- Born: 1968 (age 57–58)
- Education: Stanford University, University of Pennsylvania
- Spouse: Debra Magerman (née Kampel)
- Children: 4
- Parent(s): Melvin Magerman and Sheila Magerman
- Website: http://www-cs-students.stanford.edu/~magerman/

= David Magerman =

American computer scientist and philanthropist

David Mitchell Magerman (born 1968) is an American computer scientist and philanthropist. He spent 22 years working for investment management company and hedge fund Renaissance Technologies.

==Early life and education==
Magerman was born to Melvin and Sheila Magerman. His father owned All-City Taxi in Miami, Florida, and his mother was a secretary for a group of accounting firms in Tamarac.

Magerman attended the University of Pennsylvania, where he received his B.S. degree. He received his Ph.D. in computer science from Stanford University under the supervision of Vaughan Pratt (Natural Language Parsing As Statistical Pattern Recognition.)

==Career==
Magerman spent two decades working for James Simons’ New York-based investment management company Renaissance Technologies, where he developed trading algorithms. In 2017, Magerman publicly opposed the views of his boss, Robert Mercer, concerning politics and race issues in America. Mercer, the co-CEO of Renaissance Technology, suspended Magerman without pay and later made the suspension permanent. That same year Magerman filed a federal lawsuit against Mercer, seeking an excess of $150,000 in damages over alleged racist comments and unlawful termination.

===Business ventures===
In order to maintain the Jewish community in his neighborhood, Magerman has worked on several business ventures. His first of these was Citron and Rose, an upscale kosher certified meat restaurant, with Michael Solomonov as the head chef. After seeing little to no benefit of an upscale dining experience, Magerman re-branded the establishment as C&R Kitchen, and split with head chef Solomonov. During this time, he opened a casual dairy restaurant across the street. To better serve the community, C&R Kitchen was closed and replaced with a more fast casual place, The Dairy Express, known for its high capacity pizza oven. However, both of these restaurants have closed, and Citron & Rose became, C&R the Tavern. Zagafen, a restaurant that was attempted to mimic the non-kosher, ZaVino, was also opened.

==Philanthropy==
Since founding The Kohelet Foundation in 2009, Magerman has donated tens of millions of dollars to local causes. Some of these include Kohelet Yeshiva High School (renamed from Stern Hebrew High School in the gift's honor), Yeshiva University and the Yeshiva Lab School.

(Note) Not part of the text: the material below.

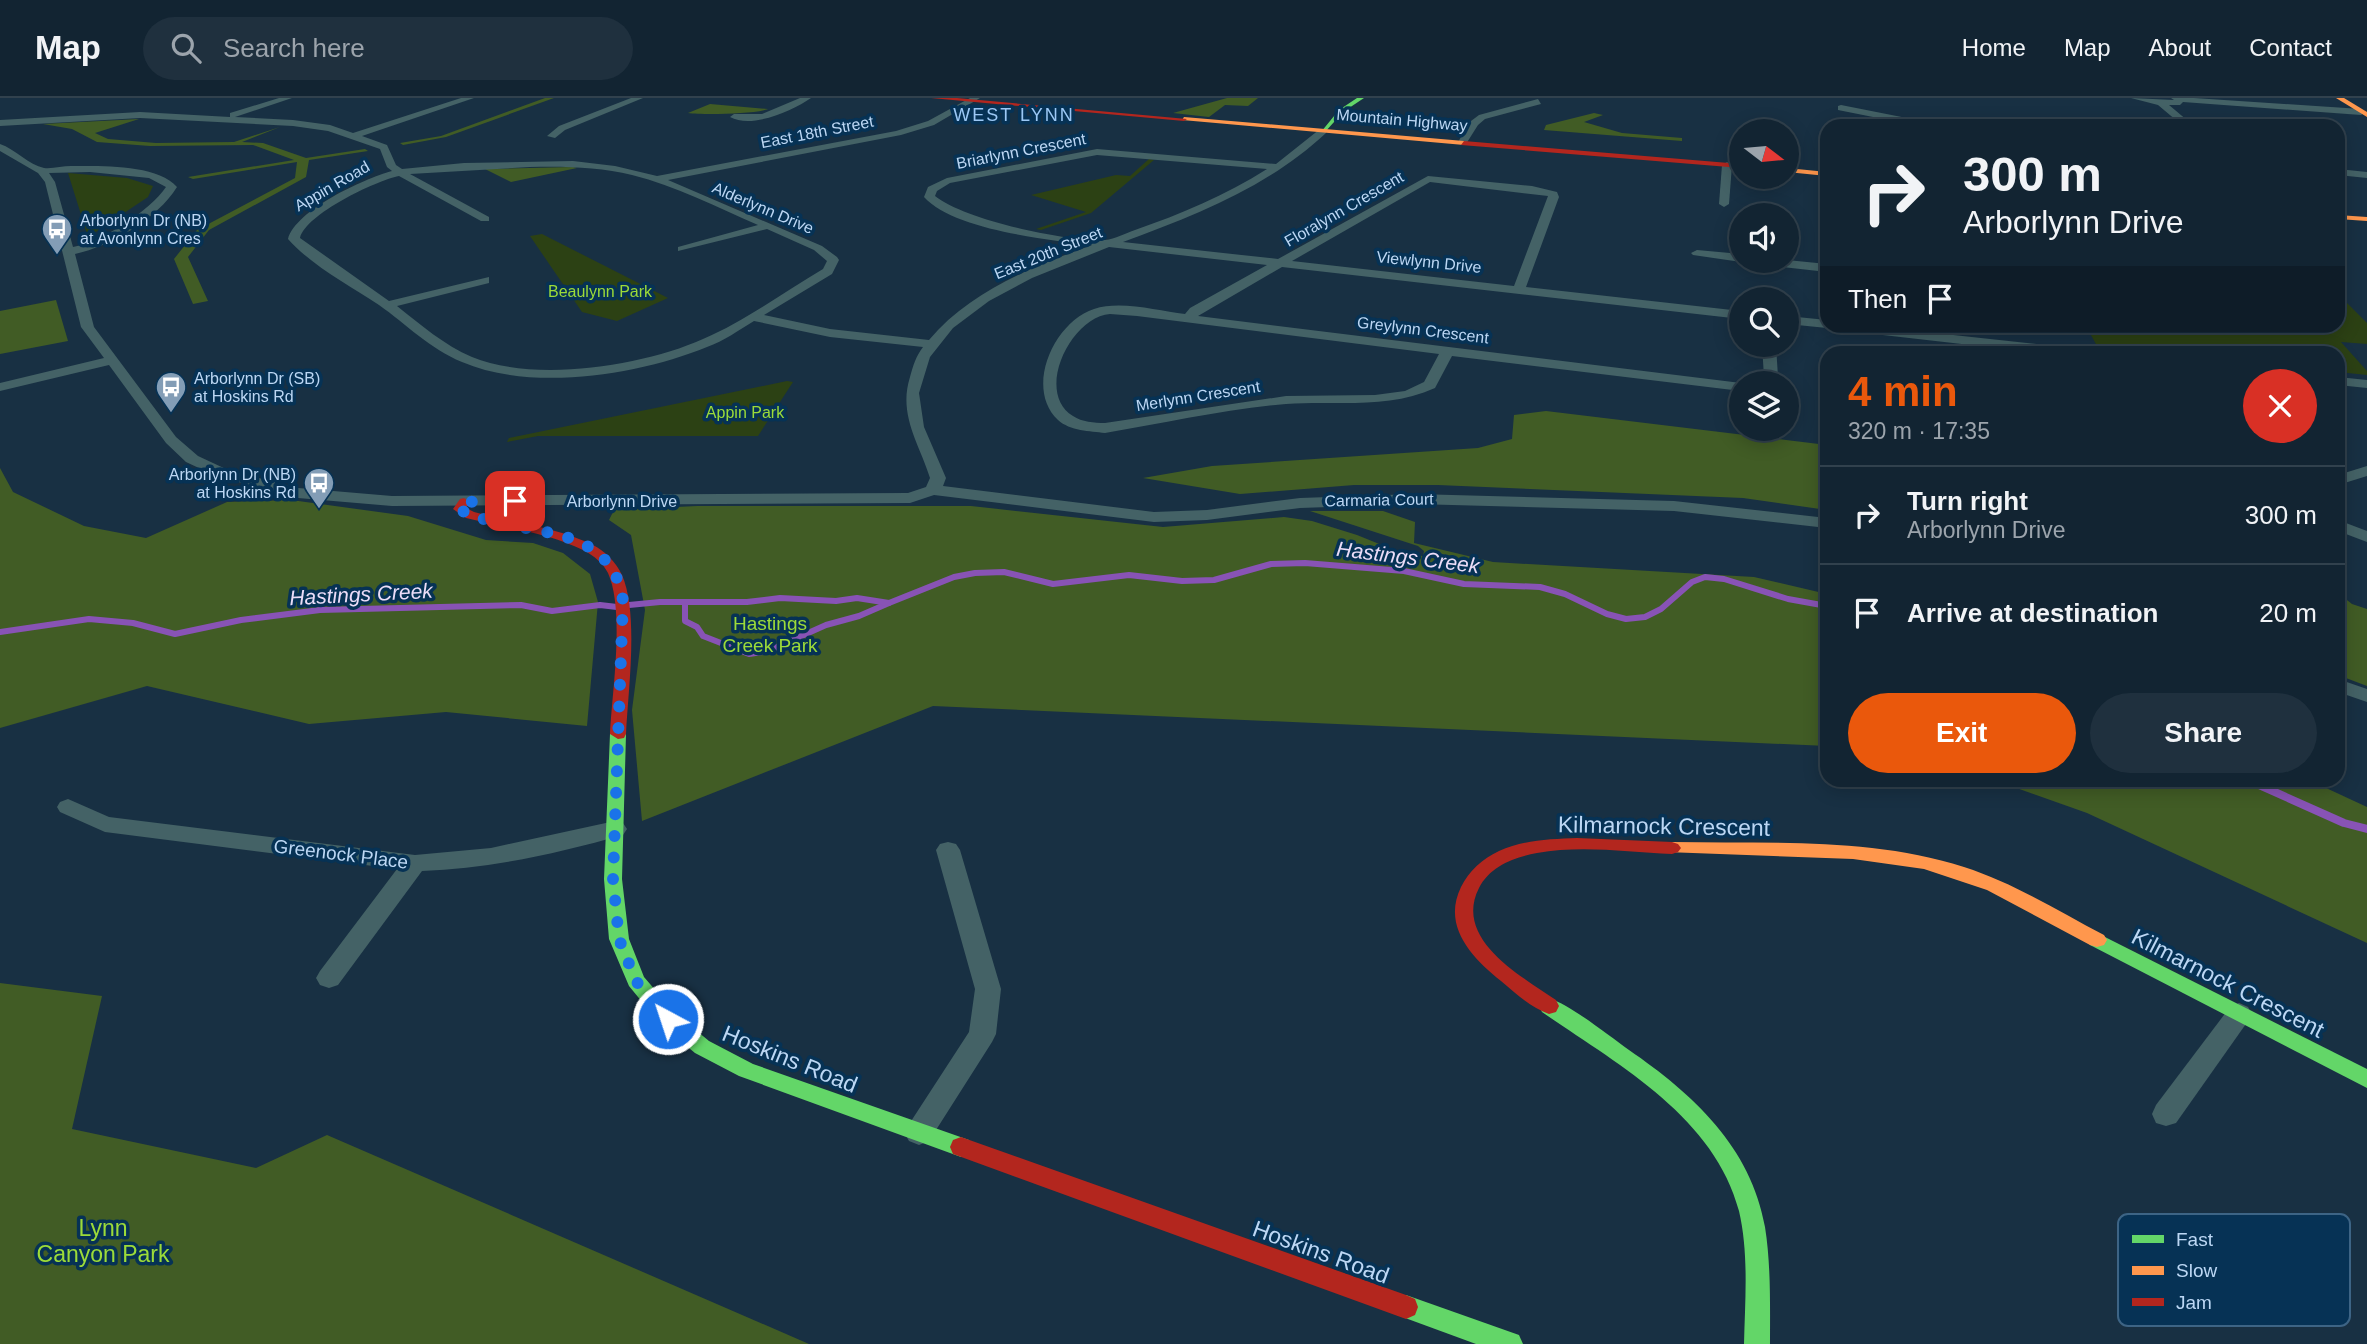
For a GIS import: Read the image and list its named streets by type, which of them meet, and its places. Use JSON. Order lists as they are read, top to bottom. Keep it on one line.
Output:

In 2020, Magerman became a financial and vocal supporter of First Generation Investors, a 501(c)(3) nonprofit organization that teaches high school students in underserved communities the power of investing and provides the students with real money to invest. He guest spoke to its students during a virtual webinar in July 2020.

In 2023, Magerman changed the name of The Kohelet Foundation to The Tzemach David Foundation. He did this because he did not want to be mistaken with an NGO with the same name that backed the Israel government’s judicial reform effort.

In 2024, Magerman pledged five million dollars to higher education institutions in Israel. He decided to stop supporting his alma mater, the University of Pennsylvania, over the administration’s handling of protests against Israel on campus that he considered antisemitic after the October 7, 2023 Hamas massacre in Israel.

==Freedom from Facebook==
Magerman provided the initial funds for the campaign group "Freedom from Facebook", donating $425,000 as of late 2018.

==Personal life==
Magerman married Debra Magerman (née Kampel), on August 8, 1999. They have four children.